The criticisms made in the Committee rendered it apparent that in order to meet objections raised in various quarters, some modifications were necessary; in particular, that provision would have to be made for the monetary use of the silver bought, and that there might be difficulties as to the exact limit of price suggested by Mr. de Rothschild, especially in view of existing silver legislation in America.  The proposal was therefore somewhat modified, with Mr. de Rothschild’s assent, and formulated by the Committee in the following shape :

1.   The European States, which agree upon the basis of this proposal, will buy in each year 30 million ounces of silver on condition that the United States agree to continue their present purchases and that unlimited free coinage be maintained in British India and Mexico.

2.   The proportion of the purchase to be made by each country will be determined by agreement.

3.   The purchases will be made at the discretion of, and in the manner preferred by each Government.

4.   These amounts of silver will be devoted in each country to the monetary uses authorised by the legislation of that State; and the silver will be either coined or made the guarantee for an issue of ordinary or special notes as each Government may think fit.

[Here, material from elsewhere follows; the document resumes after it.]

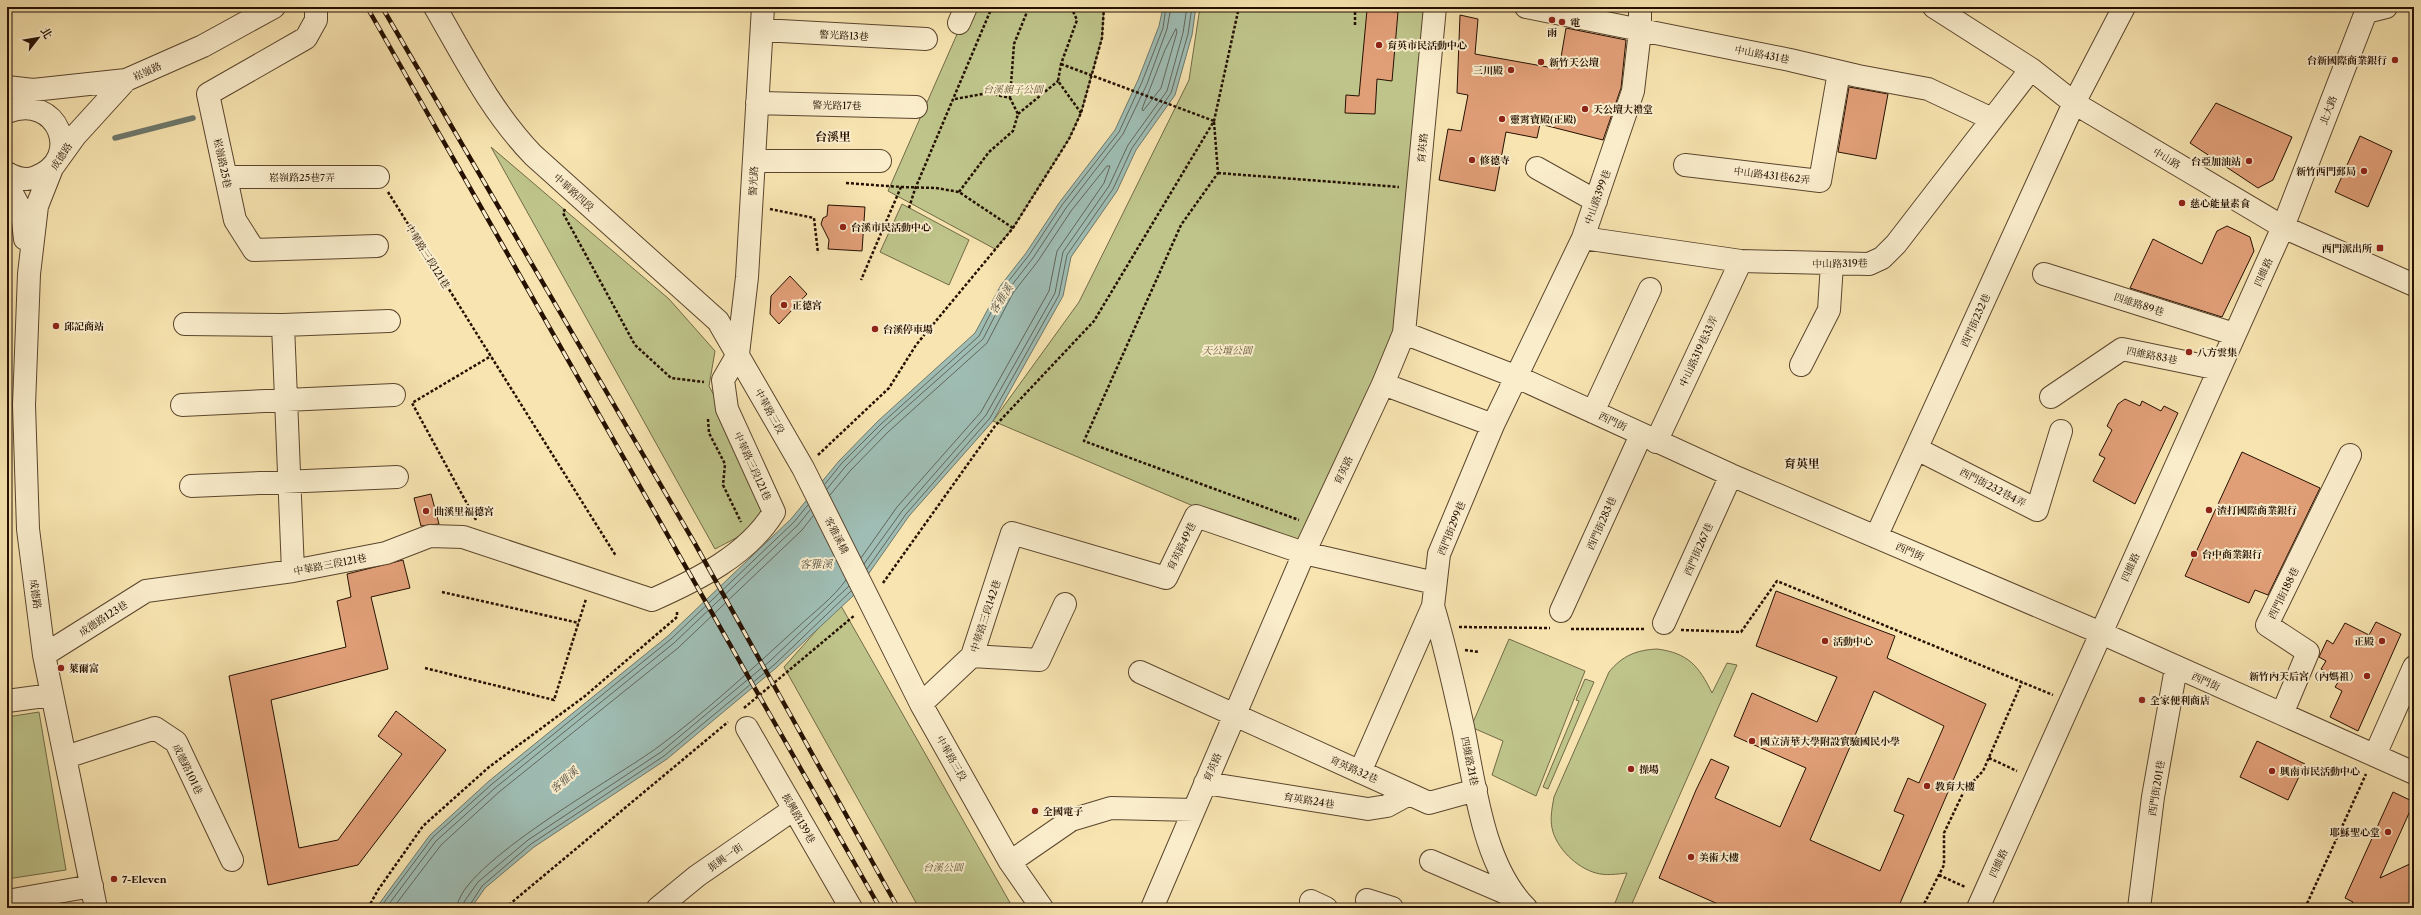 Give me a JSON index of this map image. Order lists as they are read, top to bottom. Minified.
{"streets":{"street":["警光路13巷","中山路431巷","崧嶺路","警光路17巷","北大路","育英路","成德路","中山路","崧嶺路25巷","中山路431巷62弄","崧嶺路25巷7弄","警光路","中華路四段","中山路399巷","中華路三段121巷","中山路319巷","四維路","四維路89巷","西門街232巷","中山路319巷33弄","四維路83巷","中華路三段","西門街","西門街232巷4弄","西門街283巷","西門街299巷","客雅溪橋","育英路49巷","西門街267巷","西門街188巷","中華路三段142巷","成德路123巷","四維路21巷","成德路101巷","育英路32巷","西門街201巷","育英路24巷","振興路139巷","振興一街"]},"crossings":[["警光路13巷","警光路"],["中山路431巷","中山路431巷62弄"],["中山路431巷","中山路399巷"],["中山路431巷","中山路319巷"],["崧嶺路","成德路"],["警光路17巷","警光路"],["北大路","中山路"],["北大路","四維路"],["育英路","西門街"],["育英路","育英路49巷"],["育英路","育英路32巷"],["育英路","育英路24巷"],["成德路","成德路123巷"],["成德路","成德路101巷"],["中山路","中山路319巷"],["中山路","四維路"],["中山路","西門街232巷"],["崧嶺路25巷","崧嶺路25巷7弄"],["崧嶺路25巷7弄","中華路三段121巷"],["警光路","中華路四段"],["警光路","中華路三段121巷"],["警光路","中華路三段"],["中華路四段","中華路三段121巷"],["中華路四段","中華路三段"],["中山路399巷","中山路319巷"],["中山路399巷","西門街"],["中山路399巷","西門街299巷"],["中華路三段121巷","中華路三段"],["中華路三段121巷","成德路123巷"],["中山路319巷","中山路319巷33弄"],["四維路","四維路89巷"],["四維路","四維路83巷"],["四維路","西門街"],["西門街232巷","西門街"],["西門街232巷","西門街232巷4弄"],["中山路319巷33弄","西門街"],["中山路319巷33弄","西門街283巷"],["中華路三段","客雅溪橋"],["中華路三段","中華路三段142巷"],["西門街","西門街283巷"],["西門街","西門街299巷"],["西門街","西門街267巷"],["西門街","西門街188巷"],["西門街","西門街201巷"],["西門街299巷","四維路21巷"],["西門街299巷","育英路32巷"],["育英路49巷","中華路三段142巷"],["四維路21巷","育英路32巷"],["育英路32巷","育英路24巷"],["振興路139巷","振興一街"]],"districts":["台溪里","育英里"],"water":["客雅溪"],"parks":["台溪親子公園","天公壇公園","台溪公園"],"places":{"other":["雨","電","育英市民活動中心","台新國際商業銀行","新竹天公壇","三川殿","天公壇大禮堂","靈霄寶殿(正殿)","修德寺","台亞加油站","新竹西門郵局","慈心能量素食","台溪市民活動中心","正德宮","邱記商站","台溪停車場","八方雲集","渣打國際商業銀行","曲溪里福德宮","台中商業銀行","活動中心","正殿","萊爾富","新竹內天后宮（內媽祖）","全家便利商店","國立清華大學附設實驗國民小學","操場","興南市民活動中心","教育大樓","全國電子","耶穌聖心堂","美術大樓","7-Eleven"],"transit":["西門派出所"]},"north":"top right"}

5.   The arrangement will be made for five years.  The obligatory purchase of silver will be suspended should the metal reach, in the London market, a price determined by agreement between the Governments.  The purchases may be resumed if the Delegates of the different countries interested should agree upon the fixing of a new limit of price.  They should be resumed in any case if the price falls below the original limit.

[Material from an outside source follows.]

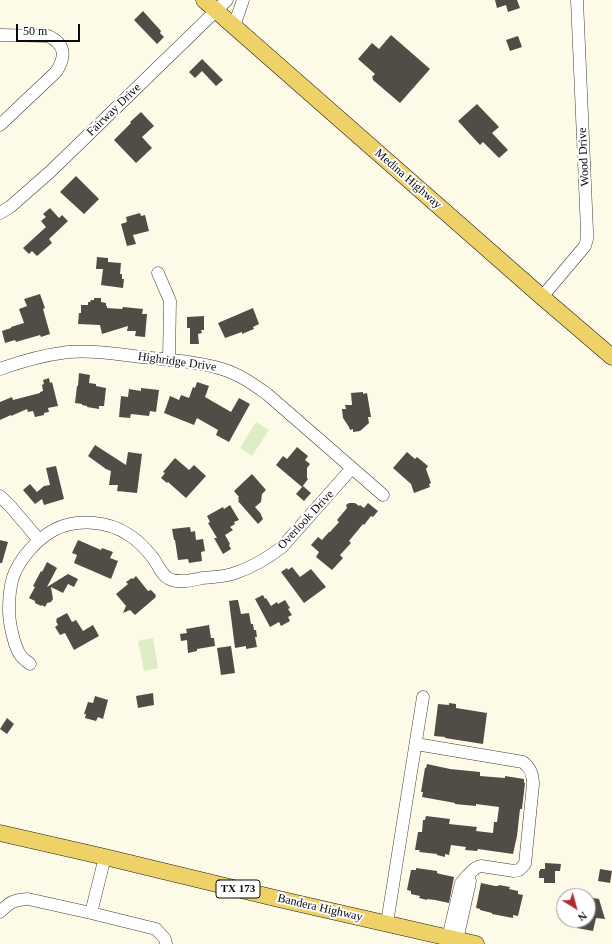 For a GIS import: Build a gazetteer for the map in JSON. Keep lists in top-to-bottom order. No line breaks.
{"streets":{"main road":["Medina Highway","TX 173","Bandera Highway"],"street":["Fairway Drive","Wood Drive","Highridge Drive","Overlook Drive"]},"crossings":[["Fairway Drive","Medina Highway"],["Wood Drive","Medina Highway"],["Highridge Drive","Overlook Drive"]],"scale_bar":"50 m","north":"bottom right"}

As to the other plans before the Committee, the Soetbeer plan was abandoned as merely another version of the Levy plan, with added and undesirable complications; and the Levy plan was drawn up in the following form :

1.   The withdrawal from circulation, within a period of … of gold coins containing a weight of less than 5.806 grammes of fine gold (20-franc pieces).

2.   The withdrawal of notes of a less value than the coin of 20 francs or its equivalent, an exception being made of notes representing a deposit of silver.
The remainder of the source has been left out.